Sometimes a Prime Minister or a senior leader has what is, despite the complexities, an essentially simple choice to make: yes or no, in or out. For instance, Gordon Brown kept the UK out of the Euro: Blair was broadly pro entry but not strongly enough to overrule him. Even more pertinently, Harold Wilson resisted all pressure from Lyndon Johnson to send British forces to the Vietnam War, despite the fact that the Australian and New Zealand Governments had both joined in. The US Government did not need the forces of those countries in a military sense, it wanted them for a political reason, to show solidarity and support for its policy. Similarly, Blair's conception of our alliance with the US was that we had to join the invasion of Iraq to show our absolute commitment to it, especially so soon after 9/11. This was not the only reason for his decision but it was an important one.

Here is a striking comparison. Who do you think is speaking here ?

"The newspapers have already pronounced their verdict, but I remind those armchair historians sitting comfortably at home in their slippers that it was not I who decreed the historical circumstances. I only had the unenviable task of choosing the lesser of two evils. Whatever my decision, the results would have been negative. Mine were difficult decisions. No one has the right to dismiss me lightly as a murderer. I am a patriot."

What follows provides the clue:

"I saved Poland from great danger. In December 1981 the Soviets were about to trample all over us. Even Gorbachev said so many times over."

It's General Jaruzelski, interviewed in 2001 by Riccardo Orizio in his Speak of the Devil.

Here is what Blair himself has to say about what he calls "trust, as a political concept" in his autobiography A Journey. These reflections come from a section where he is outlining some general principles derived from his experience of the Northern Ireland peace process, unquestionably one of his great achievements, and not from the sections about the Iraq invasion or its aftermath. Two things I would note before the quotation itself: first, as I read this, I can absolutely hear Blair speaking it, I wonder if he dictated the book, the style is so typical and evocative of him, at once chatty but giving one an uneasy sense of something dubious as the words keep tumbling out; second, I'm always reminded when he speaks or writes that, like so many politicians over the centuries in this country, he was originally a barrister, which is to say to those readers unfamiliar with the English legal system that he is a highly trained lawyer.

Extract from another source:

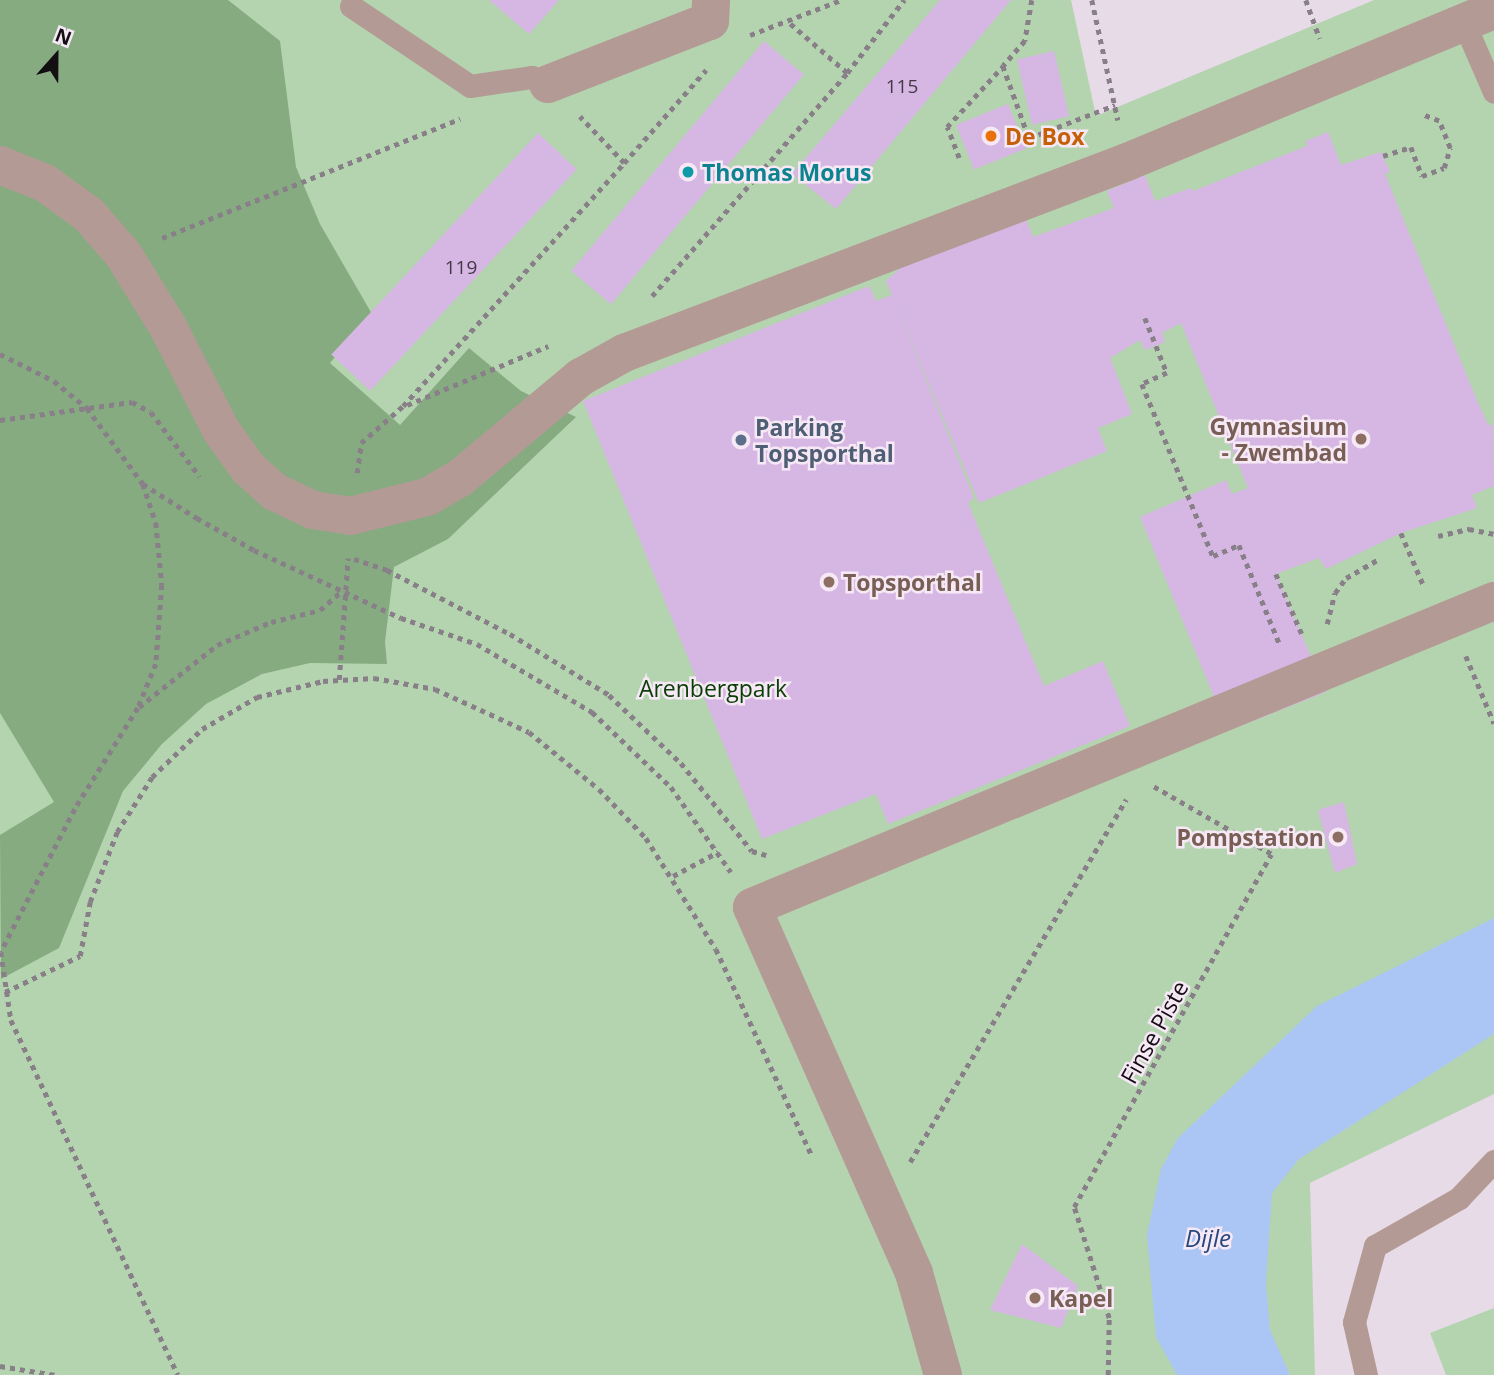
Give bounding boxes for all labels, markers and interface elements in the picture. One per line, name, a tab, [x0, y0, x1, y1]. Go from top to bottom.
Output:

"By the way, trust, as a political concept, is multilayered. At one level no one trusts politicians, and politicians are obliged from time to time to conceal the full truth, to bend it and even distort it, where the interests of the bigger strategic goal demand it be done. Of course, where the line is drawn is crucial, and is not in any way an exact science. (And don't get too affronted by it; we all make these decisions every day in our business and personal lives.) Without operating with some subtlety at this level, the job would be well-nigh impossible.

But the public are quite discerning, and discriminate between politicians they don't trust at a superficial level, i.e. pretty much all of them, and those they don't trust at a more profound level. This level of trust is about whether the public believe that the political leader is trying to do his or her best for them, with whatever mistakes or compromises, Machiavellian or otherwise, are made. This is the level that really matters."

- Tony Blair, A Journey, p.186-7

Overleaf, on page 188, Blair writes the following about a particular point in negotiations between Gerry Adams and Ian Paisley during Christmas 2006:

"I took horrendous chances in what I was telling each the other had agreed to - stretching the truth, I fear, on occasions past breaking point -"

He can admit this in a context where the outcome is generally agreed to be a success.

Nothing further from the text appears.